Rowing coach Oliver James believes a culture of sport can be created.
“It becomes an expectation that doing sport is just something that young people do,” he says.
The survey also found:
- one in six children was active for 60 minutes every day
- one in four was active across the week, but didn’t do 60 minutes every day
- one in three did less than an average of 30 minutes a day
- children aged nine to 12 were the most active every day
- 20% of boys and 14% of girls were active every day
- the gap between girls’ and boys’ activity levels widens from the end of primary school
There is evidence that ethnic background and family earnings also have an impact on activity levels.
Girls from Asian and black backgrounds are less active than children from other communities while 86% of children from the highest-earning families can swim 25m unaided, compared to only 42% from families earning the least.
The type of activities children do changes as they get older.

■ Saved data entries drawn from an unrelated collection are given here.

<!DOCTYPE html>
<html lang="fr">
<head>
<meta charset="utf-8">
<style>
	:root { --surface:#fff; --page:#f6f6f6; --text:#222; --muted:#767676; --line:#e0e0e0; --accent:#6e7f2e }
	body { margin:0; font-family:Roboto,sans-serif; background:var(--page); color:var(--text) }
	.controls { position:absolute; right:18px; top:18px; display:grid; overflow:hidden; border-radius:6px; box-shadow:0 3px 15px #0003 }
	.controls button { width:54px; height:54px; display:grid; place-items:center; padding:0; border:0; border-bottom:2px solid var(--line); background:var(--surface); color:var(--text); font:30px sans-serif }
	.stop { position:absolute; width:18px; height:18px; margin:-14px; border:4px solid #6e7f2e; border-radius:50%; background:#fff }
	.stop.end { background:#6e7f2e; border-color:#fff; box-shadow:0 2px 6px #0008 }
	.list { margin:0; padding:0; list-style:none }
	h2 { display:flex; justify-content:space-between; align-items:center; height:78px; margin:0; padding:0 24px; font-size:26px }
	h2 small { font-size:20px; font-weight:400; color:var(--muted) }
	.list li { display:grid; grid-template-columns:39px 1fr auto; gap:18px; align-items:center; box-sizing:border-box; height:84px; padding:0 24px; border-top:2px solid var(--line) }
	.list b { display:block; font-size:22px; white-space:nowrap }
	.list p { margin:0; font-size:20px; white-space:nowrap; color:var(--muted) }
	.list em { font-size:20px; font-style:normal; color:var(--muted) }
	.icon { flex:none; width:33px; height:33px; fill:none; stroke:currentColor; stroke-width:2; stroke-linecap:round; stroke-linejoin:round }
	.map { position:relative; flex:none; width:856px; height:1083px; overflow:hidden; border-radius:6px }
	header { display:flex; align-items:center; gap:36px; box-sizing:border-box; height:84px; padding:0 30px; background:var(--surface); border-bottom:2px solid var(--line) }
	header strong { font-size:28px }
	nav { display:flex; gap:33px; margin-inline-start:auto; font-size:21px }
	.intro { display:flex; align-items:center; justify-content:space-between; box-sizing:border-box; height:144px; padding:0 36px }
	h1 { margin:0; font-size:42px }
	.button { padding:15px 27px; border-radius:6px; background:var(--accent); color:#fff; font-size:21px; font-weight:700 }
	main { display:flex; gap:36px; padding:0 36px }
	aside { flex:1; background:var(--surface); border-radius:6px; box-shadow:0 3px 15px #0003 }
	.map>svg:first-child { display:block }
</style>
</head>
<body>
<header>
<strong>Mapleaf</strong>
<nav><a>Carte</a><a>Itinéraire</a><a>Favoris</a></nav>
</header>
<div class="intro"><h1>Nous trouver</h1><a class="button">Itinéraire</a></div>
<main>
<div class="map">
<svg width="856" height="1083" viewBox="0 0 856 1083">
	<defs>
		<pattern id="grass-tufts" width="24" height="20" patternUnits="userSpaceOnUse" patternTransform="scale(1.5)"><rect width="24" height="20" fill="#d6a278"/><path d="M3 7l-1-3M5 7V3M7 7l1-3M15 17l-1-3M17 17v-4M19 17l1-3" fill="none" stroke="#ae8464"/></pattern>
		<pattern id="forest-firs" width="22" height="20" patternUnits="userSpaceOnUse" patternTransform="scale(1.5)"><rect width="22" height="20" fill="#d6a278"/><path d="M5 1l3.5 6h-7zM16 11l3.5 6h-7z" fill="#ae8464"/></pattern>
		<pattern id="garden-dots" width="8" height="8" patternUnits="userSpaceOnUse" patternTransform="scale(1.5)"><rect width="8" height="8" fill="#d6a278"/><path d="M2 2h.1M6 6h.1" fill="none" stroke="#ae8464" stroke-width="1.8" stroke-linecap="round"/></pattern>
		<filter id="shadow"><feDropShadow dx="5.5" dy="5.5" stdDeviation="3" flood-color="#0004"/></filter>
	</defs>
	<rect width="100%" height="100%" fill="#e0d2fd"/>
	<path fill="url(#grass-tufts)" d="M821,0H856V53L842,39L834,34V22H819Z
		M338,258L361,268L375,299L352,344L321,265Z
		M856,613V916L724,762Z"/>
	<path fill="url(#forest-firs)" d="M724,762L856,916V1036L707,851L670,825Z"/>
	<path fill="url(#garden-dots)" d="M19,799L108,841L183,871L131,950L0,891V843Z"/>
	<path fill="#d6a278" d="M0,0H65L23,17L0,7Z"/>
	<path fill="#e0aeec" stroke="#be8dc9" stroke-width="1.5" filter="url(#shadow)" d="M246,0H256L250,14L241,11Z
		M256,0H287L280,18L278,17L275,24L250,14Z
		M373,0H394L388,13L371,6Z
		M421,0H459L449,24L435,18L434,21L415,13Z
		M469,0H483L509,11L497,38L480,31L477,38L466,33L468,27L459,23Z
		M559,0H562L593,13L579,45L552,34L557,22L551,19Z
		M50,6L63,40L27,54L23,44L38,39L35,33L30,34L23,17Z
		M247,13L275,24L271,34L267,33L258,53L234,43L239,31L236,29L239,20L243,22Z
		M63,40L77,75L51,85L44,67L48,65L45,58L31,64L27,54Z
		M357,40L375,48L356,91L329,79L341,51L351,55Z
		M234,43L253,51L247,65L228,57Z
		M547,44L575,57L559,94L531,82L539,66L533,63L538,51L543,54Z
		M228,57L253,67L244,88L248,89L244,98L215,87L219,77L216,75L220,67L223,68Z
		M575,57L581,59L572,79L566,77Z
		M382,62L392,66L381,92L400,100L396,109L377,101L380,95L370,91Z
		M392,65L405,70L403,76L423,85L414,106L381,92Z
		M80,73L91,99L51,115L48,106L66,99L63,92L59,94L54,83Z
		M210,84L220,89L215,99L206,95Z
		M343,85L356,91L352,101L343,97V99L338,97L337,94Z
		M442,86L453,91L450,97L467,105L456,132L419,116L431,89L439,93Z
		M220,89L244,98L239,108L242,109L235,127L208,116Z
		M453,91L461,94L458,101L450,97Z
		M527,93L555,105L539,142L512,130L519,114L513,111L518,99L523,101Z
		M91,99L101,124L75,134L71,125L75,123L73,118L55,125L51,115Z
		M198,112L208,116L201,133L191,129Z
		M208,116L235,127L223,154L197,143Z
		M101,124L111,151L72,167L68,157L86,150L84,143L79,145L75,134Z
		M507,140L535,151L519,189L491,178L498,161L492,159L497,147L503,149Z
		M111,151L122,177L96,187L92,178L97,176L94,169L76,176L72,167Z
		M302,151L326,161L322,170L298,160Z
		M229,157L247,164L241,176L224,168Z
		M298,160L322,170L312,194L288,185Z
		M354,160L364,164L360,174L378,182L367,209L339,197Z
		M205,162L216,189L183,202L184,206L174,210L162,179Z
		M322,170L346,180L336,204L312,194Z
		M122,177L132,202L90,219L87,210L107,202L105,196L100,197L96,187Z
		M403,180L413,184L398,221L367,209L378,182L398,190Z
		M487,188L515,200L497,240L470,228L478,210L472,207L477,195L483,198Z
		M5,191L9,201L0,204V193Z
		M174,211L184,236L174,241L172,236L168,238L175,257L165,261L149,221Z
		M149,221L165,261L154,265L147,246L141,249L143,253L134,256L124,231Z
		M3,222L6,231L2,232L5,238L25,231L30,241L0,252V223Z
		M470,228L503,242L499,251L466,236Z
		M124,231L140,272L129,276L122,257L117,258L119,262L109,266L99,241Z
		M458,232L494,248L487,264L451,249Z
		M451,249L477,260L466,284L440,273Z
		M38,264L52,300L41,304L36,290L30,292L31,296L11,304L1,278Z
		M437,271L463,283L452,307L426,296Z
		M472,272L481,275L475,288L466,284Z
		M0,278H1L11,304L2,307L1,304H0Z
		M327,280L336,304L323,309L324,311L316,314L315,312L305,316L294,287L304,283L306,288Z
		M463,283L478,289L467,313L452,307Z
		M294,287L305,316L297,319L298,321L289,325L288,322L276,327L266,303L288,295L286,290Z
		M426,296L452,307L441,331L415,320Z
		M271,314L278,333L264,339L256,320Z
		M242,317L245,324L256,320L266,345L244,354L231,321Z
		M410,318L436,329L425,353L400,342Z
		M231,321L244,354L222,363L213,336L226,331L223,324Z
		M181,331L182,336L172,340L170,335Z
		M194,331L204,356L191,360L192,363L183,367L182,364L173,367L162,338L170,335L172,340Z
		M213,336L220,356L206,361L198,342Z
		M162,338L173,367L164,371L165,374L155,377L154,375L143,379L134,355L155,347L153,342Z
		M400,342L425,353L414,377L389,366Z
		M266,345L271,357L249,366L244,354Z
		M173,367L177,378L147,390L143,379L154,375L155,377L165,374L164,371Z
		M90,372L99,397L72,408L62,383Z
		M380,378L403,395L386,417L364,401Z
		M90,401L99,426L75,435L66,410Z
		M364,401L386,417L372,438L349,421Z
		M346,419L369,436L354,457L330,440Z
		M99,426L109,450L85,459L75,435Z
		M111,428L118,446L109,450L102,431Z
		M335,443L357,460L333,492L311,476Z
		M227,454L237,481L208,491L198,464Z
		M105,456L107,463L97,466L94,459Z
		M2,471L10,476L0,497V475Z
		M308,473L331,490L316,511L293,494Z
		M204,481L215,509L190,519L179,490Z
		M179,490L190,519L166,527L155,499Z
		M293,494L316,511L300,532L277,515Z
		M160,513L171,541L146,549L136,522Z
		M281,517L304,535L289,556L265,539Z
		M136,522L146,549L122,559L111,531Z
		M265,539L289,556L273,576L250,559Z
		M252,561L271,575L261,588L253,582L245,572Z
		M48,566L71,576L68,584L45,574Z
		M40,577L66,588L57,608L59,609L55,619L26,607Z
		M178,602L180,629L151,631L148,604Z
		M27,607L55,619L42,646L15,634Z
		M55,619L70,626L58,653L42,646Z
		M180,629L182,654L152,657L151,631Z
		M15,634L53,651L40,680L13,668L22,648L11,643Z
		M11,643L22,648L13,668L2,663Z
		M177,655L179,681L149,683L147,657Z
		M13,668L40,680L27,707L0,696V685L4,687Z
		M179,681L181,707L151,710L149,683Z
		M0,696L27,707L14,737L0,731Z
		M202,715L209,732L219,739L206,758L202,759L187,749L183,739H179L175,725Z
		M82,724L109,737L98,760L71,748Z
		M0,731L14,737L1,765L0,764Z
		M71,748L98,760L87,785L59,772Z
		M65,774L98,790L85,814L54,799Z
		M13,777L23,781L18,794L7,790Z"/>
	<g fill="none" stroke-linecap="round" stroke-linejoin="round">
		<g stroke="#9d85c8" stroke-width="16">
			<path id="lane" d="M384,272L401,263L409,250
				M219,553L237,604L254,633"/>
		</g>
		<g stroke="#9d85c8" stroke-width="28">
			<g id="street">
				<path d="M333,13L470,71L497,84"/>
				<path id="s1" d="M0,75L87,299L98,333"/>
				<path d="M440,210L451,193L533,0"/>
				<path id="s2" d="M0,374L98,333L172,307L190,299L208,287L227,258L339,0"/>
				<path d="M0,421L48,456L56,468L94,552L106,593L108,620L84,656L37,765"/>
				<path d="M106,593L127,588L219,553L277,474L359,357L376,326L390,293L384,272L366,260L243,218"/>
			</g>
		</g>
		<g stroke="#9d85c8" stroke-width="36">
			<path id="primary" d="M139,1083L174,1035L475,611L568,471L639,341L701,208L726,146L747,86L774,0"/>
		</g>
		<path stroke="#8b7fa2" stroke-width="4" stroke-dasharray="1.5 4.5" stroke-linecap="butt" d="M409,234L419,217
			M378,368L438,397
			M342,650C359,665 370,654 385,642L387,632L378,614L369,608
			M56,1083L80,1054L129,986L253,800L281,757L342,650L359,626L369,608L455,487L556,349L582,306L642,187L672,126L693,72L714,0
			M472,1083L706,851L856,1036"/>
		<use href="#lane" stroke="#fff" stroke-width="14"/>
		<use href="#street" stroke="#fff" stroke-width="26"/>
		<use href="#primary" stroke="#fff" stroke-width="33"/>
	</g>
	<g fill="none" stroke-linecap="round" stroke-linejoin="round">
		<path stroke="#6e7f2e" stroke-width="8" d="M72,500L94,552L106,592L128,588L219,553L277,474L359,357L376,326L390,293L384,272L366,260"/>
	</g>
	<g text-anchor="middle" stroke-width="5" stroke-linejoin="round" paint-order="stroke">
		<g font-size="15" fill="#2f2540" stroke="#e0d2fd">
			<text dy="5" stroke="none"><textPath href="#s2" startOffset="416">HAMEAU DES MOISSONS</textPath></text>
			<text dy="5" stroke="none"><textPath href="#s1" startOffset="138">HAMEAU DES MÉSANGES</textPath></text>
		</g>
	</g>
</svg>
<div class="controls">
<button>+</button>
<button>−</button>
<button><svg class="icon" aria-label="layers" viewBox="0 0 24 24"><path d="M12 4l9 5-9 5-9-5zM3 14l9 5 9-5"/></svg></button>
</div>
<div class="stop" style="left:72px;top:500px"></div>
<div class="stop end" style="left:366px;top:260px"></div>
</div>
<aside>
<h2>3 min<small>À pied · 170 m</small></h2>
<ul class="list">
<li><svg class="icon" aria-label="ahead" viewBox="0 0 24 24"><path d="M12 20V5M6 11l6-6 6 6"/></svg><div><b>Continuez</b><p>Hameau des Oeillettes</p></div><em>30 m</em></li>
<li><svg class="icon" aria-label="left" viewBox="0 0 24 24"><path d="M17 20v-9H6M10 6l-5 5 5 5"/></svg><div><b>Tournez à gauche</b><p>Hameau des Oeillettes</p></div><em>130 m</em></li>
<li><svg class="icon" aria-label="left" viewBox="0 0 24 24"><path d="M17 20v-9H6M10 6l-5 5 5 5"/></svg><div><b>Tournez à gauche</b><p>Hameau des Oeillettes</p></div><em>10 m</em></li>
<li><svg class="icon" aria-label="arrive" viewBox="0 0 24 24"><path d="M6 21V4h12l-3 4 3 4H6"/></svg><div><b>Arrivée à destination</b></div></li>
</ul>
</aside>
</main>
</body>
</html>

Playing tag or climbing in a playground are popular among younger age groups, but this gives way to team sports which become the most popular activity by years 7-8 at school.
Tim Hollingsworth, chief executive at Sport England, said he wanted to see a national focus on the health and wellbeing of children.
“Parents, schools, the sport and leisure industry and government all have a role to play in addressing and increasing childhood activity. This research is the first of its kind anywhere in the world and is a big wake-up call for all of us.
“We all care about the health and wellbeing of our children. These results tell us that what is currently being done to support them is not enough and change is required.”
He said listening to young people and what they want was the best starting point.
Dr Alison Tedstone, head of diet, obesity and physical activity at Public Health England said: “Physical activity is crucial for good physical and mental health of children and young people – this work is a timely reminder for everyone to do more to help them be more active.”
Sport England will be releasing a second report, due in March 2019, highlighting children’s attitudes to sport and physical activity.